→ Task brief: Go line by line through the records below. Copy whichever lines contain the string "space".

Saved entries
▶

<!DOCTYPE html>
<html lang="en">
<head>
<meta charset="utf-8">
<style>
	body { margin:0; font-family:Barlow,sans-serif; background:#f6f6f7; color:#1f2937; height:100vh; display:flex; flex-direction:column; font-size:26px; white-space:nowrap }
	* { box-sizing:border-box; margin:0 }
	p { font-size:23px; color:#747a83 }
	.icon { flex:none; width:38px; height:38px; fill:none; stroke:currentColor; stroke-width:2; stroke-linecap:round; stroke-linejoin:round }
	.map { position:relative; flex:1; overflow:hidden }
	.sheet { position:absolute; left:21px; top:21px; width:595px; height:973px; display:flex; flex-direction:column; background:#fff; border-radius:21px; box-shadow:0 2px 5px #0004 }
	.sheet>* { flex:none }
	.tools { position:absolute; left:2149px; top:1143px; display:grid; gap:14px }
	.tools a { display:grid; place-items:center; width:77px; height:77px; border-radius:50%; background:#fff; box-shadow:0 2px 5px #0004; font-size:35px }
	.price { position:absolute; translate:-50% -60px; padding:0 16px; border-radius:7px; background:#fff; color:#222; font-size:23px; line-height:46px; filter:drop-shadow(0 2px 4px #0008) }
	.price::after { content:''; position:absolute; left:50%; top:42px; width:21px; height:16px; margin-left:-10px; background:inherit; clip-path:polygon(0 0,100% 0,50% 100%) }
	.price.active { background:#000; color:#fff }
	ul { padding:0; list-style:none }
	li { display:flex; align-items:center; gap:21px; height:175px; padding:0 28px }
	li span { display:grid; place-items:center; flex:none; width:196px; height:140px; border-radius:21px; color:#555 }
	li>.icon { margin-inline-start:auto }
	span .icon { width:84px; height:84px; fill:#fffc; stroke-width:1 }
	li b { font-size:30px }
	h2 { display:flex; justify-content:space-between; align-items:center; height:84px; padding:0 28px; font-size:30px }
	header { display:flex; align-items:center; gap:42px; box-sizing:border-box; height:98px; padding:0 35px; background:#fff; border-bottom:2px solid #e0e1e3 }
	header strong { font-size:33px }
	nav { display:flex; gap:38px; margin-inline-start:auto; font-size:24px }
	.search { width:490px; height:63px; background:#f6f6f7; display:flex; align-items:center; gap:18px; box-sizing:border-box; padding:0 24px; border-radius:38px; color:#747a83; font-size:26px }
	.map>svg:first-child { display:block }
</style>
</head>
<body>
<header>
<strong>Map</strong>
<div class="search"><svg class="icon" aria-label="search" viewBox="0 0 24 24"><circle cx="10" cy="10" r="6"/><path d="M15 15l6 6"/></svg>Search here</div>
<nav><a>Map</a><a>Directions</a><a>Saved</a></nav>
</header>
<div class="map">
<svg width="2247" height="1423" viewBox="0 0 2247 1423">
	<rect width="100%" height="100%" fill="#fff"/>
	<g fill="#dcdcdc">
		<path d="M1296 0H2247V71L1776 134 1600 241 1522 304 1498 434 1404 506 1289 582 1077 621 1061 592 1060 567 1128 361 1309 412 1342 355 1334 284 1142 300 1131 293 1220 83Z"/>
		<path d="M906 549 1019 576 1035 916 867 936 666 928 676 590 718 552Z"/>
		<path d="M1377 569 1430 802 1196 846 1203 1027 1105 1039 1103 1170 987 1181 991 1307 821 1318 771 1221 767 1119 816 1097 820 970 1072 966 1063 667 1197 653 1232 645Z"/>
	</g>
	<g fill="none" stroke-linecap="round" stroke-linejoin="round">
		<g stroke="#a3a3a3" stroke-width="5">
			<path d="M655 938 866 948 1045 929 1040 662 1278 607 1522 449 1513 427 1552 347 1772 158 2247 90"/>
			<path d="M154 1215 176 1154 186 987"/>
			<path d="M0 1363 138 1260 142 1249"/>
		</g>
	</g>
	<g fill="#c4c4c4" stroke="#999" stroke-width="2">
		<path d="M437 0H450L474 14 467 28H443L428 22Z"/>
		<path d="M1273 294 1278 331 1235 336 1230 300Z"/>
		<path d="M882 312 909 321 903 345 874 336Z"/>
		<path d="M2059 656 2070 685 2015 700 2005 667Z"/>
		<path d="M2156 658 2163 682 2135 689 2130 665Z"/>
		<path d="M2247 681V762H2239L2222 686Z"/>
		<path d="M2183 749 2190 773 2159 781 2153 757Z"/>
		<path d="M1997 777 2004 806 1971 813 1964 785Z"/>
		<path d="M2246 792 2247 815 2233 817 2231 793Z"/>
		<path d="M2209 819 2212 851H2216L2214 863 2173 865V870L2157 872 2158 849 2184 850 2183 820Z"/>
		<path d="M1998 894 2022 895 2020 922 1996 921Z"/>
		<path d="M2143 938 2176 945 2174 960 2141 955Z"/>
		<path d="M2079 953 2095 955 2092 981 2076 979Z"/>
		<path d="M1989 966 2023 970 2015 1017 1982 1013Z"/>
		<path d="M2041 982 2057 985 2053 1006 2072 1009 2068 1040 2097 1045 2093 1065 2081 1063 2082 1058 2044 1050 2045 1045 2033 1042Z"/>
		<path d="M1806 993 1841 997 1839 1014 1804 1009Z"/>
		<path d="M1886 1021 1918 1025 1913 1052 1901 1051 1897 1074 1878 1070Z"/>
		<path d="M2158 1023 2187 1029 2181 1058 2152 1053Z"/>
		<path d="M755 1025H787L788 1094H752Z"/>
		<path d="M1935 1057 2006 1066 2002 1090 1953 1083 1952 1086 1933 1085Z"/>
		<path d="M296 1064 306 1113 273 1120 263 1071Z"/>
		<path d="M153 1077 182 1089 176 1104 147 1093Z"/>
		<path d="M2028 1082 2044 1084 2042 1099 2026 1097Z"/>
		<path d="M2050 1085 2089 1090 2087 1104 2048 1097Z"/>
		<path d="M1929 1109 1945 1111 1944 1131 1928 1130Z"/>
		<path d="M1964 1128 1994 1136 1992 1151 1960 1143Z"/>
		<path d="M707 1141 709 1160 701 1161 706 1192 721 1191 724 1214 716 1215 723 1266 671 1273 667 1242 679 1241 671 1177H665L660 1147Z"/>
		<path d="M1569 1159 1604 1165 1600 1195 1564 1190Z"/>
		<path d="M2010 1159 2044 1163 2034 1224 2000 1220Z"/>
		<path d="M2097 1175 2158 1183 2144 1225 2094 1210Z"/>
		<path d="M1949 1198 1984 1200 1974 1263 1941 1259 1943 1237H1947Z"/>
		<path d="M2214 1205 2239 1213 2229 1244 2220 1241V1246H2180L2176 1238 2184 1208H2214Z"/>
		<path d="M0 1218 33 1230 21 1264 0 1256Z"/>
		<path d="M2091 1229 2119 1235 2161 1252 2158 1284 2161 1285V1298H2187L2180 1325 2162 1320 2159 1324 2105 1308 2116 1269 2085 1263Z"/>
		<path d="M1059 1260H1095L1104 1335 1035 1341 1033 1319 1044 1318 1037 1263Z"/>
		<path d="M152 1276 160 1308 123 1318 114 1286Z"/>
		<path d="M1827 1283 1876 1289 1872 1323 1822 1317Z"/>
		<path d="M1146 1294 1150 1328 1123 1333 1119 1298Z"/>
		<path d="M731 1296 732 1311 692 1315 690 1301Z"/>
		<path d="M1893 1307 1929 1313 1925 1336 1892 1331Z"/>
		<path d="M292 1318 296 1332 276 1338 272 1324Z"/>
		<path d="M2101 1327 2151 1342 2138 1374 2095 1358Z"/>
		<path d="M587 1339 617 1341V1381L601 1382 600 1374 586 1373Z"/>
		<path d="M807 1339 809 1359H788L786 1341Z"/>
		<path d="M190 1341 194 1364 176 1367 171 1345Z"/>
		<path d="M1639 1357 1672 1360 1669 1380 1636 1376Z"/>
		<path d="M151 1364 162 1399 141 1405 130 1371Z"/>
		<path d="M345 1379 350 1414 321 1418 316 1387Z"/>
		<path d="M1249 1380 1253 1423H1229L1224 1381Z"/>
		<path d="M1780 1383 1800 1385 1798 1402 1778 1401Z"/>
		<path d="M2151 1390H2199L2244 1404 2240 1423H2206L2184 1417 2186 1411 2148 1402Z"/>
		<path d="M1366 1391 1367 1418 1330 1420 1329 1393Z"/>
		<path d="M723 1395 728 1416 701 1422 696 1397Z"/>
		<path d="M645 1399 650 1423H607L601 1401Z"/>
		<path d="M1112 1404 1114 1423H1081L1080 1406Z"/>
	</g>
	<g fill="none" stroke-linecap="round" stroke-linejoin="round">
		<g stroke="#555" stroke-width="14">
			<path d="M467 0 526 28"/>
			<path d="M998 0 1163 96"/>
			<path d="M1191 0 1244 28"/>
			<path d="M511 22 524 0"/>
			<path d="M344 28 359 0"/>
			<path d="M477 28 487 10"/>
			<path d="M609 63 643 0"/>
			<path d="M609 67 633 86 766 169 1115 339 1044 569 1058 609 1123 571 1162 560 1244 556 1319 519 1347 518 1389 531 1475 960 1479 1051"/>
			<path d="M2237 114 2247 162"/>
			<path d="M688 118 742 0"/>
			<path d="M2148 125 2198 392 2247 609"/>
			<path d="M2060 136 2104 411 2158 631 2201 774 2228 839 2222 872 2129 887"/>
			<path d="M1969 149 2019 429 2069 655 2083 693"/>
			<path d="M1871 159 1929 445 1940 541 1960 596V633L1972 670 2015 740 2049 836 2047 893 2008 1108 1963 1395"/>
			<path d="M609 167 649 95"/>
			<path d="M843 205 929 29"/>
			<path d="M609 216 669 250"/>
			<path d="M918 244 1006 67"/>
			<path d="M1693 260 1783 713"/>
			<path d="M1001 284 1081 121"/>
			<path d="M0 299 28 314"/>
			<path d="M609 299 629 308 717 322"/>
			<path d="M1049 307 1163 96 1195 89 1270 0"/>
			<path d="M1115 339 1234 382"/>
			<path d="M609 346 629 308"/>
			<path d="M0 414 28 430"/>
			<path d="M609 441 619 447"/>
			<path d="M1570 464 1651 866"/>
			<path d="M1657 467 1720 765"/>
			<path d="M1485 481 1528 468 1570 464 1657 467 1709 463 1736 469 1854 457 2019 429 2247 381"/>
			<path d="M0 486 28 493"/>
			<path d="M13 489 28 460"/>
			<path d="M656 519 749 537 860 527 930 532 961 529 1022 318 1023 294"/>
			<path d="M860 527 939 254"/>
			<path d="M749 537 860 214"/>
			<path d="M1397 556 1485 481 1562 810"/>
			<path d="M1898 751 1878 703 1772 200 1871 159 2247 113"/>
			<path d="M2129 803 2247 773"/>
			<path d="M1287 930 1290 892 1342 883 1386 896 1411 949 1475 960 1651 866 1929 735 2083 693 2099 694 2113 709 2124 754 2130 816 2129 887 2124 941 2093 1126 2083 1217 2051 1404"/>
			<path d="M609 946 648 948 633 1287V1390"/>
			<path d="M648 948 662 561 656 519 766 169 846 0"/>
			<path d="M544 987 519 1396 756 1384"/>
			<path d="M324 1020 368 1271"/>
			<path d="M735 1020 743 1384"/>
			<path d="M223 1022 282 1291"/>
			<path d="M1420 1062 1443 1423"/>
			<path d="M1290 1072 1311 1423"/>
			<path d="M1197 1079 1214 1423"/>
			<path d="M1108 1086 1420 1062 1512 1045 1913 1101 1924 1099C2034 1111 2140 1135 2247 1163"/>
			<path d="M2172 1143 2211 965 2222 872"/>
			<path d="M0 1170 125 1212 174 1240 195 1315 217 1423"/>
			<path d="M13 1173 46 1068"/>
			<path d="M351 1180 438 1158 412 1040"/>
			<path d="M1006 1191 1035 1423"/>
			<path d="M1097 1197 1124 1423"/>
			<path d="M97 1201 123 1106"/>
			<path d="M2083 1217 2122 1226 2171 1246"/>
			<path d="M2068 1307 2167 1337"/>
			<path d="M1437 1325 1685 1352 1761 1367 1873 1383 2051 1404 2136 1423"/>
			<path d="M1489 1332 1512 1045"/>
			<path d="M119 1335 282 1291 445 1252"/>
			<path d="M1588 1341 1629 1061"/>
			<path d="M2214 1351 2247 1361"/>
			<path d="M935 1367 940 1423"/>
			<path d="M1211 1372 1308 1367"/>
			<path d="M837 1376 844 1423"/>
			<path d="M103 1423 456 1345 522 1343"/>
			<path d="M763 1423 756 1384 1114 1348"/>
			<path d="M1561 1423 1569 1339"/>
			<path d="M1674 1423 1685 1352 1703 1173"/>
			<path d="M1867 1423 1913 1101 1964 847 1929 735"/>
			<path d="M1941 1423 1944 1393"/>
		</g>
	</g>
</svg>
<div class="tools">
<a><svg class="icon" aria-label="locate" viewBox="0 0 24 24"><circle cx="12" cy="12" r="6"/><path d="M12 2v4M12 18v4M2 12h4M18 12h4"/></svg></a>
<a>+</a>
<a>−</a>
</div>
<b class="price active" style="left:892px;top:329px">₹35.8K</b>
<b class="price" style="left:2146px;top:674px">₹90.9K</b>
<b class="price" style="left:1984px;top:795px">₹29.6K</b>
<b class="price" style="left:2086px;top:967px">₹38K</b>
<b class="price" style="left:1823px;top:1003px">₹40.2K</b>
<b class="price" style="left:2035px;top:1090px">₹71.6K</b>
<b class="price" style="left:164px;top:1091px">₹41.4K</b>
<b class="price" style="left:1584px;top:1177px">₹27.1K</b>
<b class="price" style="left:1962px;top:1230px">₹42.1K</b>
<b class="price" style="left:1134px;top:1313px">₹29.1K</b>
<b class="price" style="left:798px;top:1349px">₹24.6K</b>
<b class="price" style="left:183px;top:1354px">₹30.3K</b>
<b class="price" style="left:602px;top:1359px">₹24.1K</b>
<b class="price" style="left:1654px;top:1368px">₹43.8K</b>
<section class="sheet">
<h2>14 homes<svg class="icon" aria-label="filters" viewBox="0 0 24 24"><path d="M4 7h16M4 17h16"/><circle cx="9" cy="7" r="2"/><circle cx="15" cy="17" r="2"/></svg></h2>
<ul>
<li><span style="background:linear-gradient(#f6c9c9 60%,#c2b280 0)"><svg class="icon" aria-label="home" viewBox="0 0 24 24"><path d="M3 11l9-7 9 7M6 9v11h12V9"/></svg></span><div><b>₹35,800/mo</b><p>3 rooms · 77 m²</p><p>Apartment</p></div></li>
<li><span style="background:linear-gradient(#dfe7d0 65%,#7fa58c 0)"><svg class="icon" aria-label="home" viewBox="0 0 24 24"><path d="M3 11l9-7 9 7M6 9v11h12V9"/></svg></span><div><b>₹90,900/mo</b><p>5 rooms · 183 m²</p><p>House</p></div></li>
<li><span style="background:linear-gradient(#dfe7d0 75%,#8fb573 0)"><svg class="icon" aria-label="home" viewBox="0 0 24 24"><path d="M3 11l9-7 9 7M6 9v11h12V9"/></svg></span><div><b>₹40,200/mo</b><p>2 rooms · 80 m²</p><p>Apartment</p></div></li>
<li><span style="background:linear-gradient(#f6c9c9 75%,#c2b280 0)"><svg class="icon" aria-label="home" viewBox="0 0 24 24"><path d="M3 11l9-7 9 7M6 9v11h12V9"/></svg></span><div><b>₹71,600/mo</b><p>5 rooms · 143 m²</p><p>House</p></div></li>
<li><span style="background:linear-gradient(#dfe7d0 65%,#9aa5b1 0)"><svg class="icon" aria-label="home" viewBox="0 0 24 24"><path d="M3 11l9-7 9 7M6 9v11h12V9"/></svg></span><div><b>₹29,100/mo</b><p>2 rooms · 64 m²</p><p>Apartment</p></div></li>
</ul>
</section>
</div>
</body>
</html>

◀

→ Written answer:
	body { margin:0; font-family:Barlow,sans-serif; background:#f6f6f7; color:#1f2937; height:100vh; display:flex; flex-direction:column; font-size:26px; white-space:nowrap }
	h2 { display:flex; justify-content:space-between; align-items:center; height:84px; padding:0 28px; font-size:30px }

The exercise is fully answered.